*EXERCISE BRIEF*
Please state how many lines in the records that follow include "bottom", with no other output.

[INPUT DATA — start]

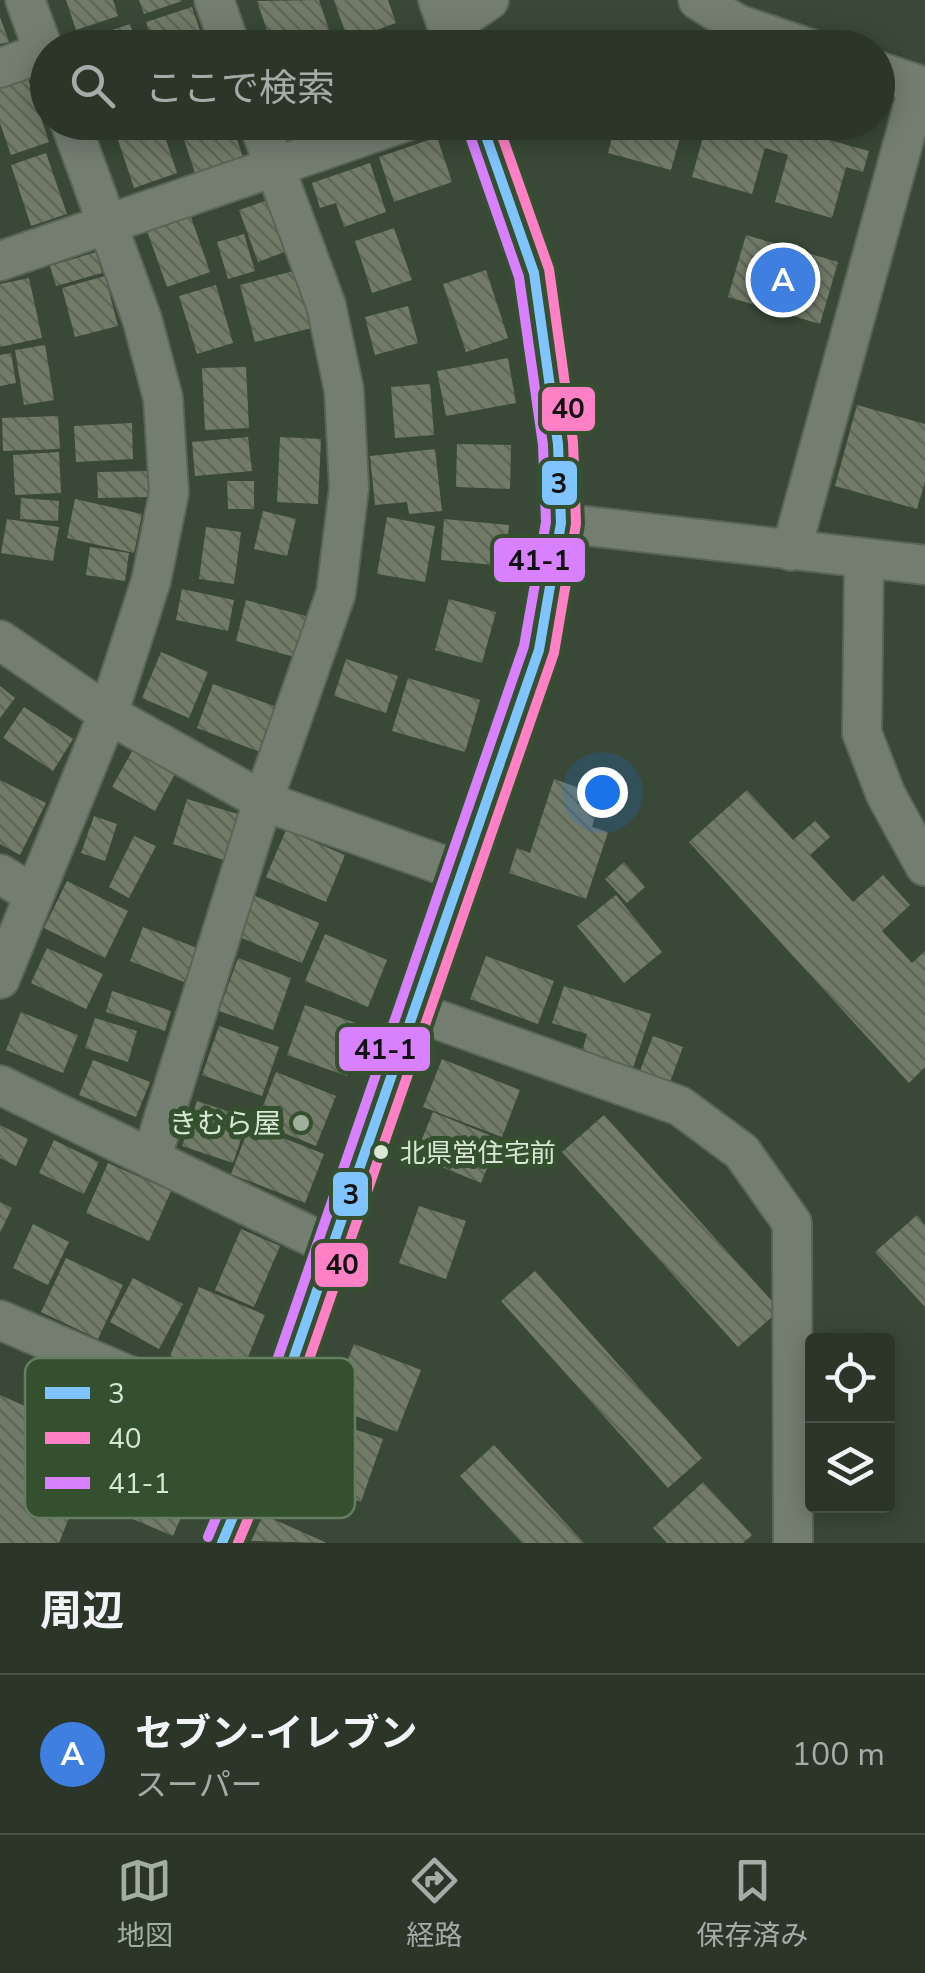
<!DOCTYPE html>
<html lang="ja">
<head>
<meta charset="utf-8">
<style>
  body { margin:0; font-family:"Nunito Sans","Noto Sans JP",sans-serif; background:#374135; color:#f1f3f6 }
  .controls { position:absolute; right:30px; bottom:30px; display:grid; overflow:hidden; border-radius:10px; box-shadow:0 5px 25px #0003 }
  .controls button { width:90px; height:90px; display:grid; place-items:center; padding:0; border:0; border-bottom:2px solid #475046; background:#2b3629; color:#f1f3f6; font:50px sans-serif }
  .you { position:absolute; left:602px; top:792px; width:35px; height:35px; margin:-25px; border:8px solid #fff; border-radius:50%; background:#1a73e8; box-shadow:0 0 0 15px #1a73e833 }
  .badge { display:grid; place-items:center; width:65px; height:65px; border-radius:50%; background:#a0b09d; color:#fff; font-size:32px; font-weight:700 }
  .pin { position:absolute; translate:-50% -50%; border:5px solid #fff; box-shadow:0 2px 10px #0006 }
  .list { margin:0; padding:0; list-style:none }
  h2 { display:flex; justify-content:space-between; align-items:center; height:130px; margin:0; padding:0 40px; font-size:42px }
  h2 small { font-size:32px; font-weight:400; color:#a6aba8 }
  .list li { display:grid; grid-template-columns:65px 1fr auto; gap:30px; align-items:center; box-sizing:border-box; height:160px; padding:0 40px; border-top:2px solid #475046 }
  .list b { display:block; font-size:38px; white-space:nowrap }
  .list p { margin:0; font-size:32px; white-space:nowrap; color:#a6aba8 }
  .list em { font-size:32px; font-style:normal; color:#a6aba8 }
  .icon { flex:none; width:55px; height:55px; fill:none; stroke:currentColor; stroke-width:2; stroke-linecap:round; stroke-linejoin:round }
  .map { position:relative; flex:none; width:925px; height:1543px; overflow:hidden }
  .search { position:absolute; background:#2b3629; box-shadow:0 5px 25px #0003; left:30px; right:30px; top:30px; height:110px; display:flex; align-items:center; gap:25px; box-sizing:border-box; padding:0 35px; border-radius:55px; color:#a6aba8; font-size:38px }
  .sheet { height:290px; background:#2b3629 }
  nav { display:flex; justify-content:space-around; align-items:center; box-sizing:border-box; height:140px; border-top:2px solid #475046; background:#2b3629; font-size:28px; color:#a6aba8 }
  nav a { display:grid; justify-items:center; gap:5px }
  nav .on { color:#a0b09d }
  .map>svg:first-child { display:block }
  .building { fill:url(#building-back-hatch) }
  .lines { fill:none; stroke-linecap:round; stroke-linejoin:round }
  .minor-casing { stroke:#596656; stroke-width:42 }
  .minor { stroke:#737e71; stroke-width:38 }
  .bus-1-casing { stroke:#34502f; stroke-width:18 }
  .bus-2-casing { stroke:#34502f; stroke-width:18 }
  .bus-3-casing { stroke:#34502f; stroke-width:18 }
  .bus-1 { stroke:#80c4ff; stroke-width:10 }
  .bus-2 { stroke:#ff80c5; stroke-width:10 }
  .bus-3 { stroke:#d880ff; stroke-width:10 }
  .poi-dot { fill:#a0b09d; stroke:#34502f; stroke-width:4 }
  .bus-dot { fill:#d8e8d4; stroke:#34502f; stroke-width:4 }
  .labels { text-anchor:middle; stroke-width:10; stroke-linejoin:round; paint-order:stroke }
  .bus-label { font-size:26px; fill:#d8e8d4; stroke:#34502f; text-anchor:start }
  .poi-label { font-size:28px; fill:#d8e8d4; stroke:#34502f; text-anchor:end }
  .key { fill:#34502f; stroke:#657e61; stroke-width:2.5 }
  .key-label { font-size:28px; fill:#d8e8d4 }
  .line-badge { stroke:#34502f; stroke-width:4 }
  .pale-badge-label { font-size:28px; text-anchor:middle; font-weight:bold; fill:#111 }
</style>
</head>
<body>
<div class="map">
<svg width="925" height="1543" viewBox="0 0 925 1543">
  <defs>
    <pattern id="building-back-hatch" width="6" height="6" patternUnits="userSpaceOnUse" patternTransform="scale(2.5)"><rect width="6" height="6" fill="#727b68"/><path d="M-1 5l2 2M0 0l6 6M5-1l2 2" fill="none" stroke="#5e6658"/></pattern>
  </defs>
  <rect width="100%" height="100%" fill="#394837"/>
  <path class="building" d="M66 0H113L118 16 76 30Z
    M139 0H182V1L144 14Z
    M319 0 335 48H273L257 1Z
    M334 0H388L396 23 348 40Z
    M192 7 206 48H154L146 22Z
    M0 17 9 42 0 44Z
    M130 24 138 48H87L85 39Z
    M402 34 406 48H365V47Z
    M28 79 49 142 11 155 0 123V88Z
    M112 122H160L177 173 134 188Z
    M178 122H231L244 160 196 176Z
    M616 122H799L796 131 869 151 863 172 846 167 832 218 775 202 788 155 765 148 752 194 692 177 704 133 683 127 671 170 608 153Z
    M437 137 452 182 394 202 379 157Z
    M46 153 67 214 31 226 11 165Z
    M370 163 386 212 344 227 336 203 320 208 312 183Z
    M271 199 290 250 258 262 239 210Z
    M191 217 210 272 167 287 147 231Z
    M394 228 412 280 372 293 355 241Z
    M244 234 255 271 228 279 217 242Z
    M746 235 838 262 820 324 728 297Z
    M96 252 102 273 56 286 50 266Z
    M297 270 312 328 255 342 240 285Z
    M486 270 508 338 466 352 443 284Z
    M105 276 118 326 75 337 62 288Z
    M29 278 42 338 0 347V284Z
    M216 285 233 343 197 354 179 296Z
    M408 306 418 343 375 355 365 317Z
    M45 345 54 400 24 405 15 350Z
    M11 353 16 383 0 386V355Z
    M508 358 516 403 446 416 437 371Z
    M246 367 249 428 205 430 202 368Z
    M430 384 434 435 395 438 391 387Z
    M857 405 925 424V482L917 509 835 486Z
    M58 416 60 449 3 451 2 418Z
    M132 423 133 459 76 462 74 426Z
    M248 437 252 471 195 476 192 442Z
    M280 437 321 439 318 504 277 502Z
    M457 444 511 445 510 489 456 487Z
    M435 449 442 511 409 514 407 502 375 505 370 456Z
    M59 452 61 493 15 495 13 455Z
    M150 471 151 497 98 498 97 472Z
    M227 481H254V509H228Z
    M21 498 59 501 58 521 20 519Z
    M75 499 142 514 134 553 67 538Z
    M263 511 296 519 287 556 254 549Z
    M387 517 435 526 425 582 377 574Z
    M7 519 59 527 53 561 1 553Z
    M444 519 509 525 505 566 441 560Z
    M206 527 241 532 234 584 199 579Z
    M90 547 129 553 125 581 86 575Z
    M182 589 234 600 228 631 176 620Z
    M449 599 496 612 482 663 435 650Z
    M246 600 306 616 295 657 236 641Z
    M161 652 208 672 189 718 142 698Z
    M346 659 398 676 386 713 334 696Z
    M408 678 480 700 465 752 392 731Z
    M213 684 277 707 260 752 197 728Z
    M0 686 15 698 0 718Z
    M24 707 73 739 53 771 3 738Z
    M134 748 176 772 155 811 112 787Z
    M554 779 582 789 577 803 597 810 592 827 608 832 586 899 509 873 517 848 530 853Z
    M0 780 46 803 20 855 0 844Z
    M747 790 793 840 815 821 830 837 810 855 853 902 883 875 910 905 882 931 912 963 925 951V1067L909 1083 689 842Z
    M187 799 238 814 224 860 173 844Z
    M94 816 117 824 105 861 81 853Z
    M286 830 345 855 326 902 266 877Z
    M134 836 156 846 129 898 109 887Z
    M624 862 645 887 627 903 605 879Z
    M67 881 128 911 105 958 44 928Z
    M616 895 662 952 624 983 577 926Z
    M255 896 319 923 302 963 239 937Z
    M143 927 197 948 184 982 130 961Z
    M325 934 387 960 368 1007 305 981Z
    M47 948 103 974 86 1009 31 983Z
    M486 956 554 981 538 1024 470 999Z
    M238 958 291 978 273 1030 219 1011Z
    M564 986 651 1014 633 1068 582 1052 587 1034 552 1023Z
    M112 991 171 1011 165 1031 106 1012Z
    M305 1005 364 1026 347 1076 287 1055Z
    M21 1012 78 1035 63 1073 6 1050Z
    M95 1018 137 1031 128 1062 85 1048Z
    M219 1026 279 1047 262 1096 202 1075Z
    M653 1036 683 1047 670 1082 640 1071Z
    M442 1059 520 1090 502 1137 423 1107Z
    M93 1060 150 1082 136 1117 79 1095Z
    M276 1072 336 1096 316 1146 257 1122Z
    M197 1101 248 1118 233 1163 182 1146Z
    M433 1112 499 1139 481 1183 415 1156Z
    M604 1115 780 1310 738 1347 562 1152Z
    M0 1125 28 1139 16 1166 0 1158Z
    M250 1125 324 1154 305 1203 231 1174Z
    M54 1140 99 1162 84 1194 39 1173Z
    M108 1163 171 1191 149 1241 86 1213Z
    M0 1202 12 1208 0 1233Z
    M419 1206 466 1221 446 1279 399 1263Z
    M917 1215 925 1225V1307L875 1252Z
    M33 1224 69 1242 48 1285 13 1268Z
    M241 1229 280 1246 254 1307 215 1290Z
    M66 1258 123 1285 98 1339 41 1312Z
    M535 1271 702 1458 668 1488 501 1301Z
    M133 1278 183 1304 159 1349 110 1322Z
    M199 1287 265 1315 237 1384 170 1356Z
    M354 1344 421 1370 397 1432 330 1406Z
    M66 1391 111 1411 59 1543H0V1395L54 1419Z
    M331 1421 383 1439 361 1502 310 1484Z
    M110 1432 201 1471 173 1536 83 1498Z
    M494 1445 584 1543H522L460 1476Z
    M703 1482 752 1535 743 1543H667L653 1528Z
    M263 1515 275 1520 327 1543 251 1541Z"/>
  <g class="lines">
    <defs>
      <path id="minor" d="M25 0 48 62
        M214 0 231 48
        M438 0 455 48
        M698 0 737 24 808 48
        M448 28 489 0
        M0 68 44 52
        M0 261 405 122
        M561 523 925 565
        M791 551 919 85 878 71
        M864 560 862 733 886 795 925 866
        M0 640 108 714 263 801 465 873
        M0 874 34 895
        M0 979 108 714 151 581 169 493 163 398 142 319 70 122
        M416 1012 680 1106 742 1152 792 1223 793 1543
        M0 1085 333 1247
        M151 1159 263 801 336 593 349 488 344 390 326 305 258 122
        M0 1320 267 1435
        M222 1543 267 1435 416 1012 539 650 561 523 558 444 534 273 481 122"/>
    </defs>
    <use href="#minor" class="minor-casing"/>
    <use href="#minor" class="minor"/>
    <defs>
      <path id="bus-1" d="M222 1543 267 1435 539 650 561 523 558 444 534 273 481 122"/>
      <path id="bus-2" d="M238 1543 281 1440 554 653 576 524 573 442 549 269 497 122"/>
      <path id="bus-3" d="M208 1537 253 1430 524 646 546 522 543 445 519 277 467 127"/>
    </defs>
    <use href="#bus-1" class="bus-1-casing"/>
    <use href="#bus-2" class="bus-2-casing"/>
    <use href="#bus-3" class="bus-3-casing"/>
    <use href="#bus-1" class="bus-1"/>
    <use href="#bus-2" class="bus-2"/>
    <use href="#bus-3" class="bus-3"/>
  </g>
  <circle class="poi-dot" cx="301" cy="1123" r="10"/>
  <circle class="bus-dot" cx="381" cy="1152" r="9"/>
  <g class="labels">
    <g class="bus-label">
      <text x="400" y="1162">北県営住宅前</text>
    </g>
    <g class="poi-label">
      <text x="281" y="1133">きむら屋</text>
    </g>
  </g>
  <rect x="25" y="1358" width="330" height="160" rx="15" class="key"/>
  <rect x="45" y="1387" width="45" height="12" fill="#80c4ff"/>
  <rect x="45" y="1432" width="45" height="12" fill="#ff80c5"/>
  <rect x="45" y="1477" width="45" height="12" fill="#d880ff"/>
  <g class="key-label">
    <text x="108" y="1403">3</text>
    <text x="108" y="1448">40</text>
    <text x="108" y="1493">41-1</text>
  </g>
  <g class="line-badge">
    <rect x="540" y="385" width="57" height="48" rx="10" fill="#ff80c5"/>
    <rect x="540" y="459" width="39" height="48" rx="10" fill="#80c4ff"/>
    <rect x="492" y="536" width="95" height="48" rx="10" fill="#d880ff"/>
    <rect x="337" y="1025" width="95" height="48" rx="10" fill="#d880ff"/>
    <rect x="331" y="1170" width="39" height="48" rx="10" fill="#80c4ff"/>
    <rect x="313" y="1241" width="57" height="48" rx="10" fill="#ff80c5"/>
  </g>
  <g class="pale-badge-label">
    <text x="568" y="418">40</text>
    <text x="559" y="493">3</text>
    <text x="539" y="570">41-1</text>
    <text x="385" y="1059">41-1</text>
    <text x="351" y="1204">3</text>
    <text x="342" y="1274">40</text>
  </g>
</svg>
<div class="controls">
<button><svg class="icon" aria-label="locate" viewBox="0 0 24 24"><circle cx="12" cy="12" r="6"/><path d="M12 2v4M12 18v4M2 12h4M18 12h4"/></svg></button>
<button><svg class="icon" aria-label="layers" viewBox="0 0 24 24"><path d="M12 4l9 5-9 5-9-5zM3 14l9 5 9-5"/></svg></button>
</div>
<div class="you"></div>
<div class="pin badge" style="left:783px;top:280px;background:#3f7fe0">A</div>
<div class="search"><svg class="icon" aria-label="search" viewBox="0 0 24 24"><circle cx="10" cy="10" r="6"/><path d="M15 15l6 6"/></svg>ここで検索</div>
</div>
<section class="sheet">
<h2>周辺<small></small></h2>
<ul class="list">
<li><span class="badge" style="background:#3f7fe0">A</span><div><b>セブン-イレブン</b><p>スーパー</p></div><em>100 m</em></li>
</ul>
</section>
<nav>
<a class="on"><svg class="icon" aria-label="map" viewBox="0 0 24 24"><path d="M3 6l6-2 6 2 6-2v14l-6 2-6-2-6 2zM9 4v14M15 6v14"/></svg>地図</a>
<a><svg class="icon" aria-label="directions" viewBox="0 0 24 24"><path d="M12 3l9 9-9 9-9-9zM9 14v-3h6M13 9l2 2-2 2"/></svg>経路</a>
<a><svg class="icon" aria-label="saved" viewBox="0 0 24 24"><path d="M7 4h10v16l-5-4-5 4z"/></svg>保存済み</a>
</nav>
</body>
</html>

[INPUT DATA — finish]

*TASK SOLUTION*
2